Work task:
Go through the data line by line. Copy each one holding the string "list".
───── Material to process ─────
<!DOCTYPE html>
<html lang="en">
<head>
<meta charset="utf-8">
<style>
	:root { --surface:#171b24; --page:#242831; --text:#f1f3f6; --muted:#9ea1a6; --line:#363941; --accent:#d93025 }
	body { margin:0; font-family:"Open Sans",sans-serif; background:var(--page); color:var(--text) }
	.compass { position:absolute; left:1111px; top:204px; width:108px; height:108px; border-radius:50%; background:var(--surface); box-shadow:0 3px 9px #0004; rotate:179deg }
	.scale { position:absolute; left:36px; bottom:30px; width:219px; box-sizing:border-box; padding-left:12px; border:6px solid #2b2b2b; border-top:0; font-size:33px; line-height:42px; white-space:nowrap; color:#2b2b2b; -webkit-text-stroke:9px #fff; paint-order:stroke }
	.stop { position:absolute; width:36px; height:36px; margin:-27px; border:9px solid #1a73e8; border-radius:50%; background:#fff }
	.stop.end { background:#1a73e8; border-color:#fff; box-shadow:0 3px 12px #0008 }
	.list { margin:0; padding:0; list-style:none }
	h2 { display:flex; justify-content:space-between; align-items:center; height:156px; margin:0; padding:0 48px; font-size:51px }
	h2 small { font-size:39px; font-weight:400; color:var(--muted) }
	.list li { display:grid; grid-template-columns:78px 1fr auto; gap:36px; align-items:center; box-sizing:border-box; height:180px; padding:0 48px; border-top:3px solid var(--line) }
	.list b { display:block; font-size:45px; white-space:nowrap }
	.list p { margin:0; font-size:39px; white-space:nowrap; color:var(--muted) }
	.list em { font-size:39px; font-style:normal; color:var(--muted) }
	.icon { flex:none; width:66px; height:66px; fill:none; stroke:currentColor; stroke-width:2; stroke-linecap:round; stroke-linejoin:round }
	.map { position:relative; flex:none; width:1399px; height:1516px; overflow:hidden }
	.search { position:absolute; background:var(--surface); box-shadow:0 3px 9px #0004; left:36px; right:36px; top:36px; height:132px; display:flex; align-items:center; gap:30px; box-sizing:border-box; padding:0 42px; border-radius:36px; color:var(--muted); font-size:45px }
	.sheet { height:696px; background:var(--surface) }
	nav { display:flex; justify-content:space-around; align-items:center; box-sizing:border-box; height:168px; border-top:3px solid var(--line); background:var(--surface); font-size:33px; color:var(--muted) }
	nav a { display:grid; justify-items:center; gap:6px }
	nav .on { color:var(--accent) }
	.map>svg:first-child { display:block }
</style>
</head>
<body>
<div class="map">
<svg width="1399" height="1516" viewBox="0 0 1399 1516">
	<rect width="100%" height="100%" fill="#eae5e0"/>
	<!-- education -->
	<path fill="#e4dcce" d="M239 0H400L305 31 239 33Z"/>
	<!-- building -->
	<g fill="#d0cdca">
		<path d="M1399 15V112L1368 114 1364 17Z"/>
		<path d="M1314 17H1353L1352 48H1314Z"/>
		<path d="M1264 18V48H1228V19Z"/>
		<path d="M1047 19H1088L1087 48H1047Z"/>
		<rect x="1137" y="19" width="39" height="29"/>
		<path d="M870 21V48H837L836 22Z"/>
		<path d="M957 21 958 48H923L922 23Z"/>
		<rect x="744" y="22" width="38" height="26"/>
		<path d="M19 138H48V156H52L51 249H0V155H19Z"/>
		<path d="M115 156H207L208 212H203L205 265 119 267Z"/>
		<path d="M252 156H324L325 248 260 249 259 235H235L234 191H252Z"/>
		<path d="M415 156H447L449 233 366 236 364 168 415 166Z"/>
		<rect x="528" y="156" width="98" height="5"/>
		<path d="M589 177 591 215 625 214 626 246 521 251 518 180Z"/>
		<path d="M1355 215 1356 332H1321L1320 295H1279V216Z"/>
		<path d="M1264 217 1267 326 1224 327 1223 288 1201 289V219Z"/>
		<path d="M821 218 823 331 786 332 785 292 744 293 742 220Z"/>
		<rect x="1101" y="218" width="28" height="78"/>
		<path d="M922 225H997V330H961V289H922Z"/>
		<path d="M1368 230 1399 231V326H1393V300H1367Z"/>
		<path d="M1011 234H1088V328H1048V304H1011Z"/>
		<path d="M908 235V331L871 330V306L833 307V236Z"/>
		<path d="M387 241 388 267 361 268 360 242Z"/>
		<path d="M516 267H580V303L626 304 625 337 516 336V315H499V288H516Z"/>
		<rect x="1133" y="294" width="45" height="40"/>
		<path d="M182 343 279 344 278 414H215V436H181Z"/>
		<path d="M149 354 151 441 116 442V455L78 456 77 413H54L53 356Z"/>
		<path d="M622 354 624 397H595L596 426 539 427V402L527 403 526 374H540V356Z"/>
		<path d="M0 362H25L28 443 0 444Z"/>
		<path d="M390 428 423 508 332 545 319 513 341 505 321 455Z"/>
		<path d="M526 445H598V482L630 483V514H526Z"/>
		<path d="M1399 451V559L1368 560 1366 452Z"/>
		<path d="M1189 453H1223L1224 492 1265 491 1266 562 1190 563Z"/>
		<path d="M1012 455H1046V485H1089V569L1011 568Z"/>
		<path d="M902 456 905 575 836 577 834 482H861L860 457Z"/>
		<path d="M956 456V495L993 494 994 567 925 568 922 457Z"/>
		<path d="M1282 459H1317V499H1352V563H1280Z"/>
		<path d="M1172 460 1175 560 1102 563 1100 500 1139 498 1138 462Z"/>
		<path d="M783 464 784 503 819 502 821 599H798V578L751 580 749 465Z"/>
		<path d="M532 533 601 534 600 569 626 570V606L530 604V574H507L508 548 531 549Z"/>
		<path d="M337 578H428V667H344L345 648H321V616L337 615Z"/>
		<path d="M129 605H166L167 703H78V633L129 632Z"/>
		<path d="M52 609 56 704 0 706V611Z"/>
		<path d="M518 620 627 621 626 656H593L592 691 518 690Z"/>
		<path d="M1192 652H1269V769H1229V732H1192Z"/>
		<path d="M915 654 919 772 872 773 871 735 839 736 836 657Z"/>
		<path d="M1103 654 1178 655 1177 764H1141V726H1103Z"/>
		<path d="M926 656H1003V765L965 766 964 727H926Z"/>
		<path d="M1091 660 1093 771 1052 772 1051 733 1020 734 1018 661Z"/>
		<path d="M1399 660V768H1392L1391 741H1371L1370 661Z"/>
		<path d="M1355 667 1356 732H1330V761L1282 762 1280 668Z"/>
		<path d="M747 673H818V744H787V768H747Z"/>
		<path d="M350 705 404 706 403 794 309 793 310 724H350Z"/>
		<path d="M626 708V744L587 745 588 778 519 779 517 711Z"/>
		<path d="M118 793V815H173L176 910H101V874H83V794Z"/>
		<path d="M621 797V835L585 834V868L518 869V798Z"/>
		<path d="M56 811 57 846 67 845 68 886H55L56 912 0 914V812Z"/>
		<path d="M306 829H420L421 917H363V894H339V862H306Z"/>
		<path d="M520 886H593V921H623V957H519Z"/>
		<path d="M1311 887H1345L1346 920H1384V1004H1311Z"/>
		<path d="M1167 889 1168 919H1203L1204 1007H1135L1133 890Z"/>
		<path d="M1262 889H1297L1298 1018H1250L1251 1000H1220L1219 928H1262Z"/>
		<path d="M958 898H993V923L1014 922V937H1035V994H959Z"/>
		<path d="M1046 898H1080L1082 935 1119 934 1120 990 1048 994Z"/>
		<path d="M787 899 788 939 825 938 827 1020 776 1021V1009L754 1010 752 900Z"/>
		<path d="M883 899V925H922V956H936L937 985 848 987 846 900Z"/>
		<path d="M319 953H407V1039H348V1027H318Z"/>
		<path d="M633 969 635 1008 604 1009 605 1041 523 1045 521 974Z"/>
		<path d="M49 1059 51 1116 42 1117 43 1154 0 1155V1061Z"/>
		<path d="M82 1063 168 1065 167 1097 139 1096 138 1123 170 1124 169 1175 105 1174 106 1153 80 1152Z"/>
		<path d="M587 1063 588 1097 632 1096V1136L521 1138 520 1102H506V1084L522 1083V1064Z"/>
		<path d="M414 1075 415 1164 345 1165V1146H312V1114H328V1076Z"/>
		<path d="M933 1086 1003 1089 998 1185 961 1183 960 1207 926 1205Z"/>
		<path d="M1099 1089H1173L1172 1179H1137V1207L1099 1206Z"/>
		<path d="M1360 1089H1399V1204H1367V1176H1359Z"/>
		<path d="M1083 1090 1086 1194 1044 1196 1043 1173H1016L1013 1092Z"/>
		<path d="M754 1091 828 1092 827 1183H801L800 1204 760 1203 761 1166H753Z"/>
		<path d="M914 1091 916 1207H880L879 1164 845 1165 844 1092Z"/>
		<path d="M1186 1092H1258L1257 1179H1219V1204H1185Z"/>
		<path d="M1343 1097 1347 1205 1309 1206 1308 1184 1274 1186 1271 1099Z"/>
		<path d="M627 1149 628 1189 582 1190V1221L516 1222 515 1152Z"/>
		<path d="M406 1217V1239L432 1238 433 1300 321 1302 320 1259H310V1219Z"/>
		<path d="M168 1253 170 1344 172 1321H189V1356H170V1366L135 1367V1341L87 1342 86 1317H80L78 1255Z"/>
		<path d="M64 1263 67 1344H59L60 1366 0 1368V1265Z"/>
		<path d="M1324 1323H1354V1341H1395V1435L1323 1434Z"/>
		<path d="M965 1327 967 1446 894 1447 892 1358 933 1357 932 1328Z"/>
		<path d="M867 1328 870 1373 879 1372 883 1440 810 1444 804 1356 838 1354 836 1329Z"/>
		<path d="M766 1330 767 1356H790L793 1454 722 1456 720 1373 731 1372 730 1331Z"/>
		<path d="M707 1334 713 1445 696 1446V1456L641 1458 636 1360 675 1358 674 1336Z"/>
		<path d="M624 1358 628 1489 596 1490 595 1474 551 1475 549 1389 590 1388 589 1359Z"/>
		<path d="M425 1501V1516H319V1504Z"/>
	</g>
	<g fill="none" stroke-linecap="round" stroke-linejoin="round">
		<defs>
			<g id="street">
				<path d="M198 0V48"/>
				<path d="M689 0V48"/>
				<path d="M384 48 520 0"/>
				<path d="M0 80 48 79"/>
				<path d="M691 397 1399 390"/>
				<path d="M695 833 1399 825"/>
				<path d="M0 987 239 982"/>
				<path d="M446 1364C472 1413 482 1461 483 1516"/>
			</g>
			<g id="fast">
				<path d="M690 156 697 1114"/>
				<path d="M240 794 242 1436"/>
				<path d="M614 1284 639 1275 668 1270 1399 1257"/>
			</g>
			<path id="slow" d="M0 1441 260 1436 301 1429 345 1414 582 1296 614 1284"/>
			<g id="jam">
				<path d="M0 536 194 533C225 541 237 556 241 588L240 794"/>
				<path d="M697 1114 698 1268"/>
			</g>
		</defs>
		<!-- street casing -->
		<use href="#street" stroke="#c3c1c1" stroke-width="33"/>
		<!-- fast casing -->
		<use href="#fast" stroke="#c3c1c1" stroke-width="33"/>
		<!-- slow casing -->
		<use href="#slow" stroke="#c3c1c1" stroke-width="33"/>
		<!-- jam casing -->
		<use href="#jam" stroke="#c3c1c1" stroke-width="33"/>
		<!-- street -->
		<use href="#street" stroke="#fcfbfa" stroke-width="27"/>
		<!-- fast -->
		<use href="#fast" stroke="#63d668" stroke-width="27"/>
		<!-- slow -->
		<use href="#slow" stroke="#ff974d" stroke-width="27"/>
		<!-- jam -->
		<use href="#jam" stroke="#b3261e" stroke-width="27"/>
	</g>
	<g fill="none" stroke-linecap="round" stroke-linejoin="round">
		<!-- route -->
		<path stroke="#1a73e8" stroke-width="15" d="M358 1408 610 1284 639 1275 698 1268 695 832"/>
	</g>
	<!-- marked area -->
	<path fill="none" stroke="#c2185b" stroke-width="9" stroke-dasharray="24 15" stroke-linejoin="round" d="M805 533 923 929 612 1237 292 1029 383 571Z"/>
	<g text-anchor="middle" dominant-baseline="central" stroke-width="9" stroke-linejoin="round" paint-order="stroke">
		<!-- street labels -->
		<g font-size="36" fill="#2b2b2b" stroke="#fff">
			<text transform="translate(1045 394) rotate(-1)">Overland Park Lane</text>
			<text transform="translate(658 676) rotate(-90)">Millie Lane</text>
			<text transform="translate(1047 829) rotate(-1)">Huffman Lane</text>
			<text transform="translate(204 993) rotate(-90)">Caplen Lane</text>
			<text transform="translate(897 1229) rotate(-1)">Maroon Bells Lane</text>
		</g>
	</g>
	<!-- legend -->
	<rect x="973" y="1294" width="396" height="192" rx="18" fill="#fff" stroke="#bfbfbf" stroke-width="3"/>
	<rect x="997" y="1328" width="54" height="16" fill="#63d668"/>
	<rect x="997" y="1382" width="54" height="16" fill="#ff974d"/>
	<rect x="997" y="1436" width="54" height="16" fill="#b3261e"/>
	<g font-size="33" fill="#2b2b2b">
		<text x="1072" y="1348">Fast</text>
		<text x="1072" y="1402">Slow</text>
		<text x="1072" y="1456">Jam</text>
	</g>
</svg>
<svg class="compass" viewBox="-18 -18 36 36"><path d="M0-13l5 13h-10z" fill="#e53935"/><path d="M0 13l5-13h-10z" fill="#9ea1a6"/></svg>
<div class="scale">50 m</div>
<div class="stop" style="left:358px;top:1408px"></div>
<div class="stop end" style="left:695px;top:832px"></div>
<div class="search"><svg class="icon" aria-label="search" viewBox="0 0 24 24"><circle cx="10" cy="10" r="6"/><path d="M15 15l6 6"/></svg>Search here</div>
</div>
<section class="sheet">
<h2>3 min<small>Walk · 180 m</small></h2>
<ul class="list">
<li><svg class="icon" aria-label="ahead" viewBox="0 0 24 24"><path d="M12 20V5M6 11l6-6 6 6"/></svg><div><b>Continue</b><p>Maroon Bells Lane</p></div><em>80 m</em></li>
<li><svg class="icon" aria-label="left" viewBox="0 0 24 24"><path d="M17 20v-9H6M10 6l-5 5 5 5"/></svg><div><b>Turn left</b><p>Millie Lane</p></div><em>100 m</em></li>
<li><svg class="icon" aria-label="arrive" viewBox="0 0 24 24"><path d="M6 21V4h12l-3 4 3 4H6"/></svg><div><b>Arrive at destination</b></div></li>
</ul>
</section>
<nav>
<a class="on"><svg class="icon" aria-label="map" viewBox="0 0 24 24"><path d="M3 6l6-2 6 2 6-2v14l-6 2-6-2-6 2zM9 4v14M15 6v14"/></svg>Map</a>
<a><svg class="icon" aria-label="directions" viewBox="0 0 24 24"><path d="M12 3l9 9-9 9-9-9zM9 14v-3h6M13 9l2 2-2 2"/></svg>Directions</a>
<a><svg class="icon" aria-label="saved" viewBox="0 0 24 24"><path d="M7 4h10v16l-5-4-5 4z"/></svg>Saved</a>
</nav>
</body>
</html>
─────
Answer to the exercise:
	.list { margin:0; padding:0; list-style:none }
	.list li { display:grid; grid-template-columns:78px 1fr auto; gap:36px; align-items:center; box-sizing:border-box; height:180px; padding:0 48px; border-top:3px solid var(--line) }
	.list b { display:block; font-size:45px; white-space:nowrap }
	.list p { margin:0; font-size:39px; white-space:nowrap; color:var(--muted) }
	.list em { font-size:39px; font-style:normal; color:var(--muted) }
<ul class="list">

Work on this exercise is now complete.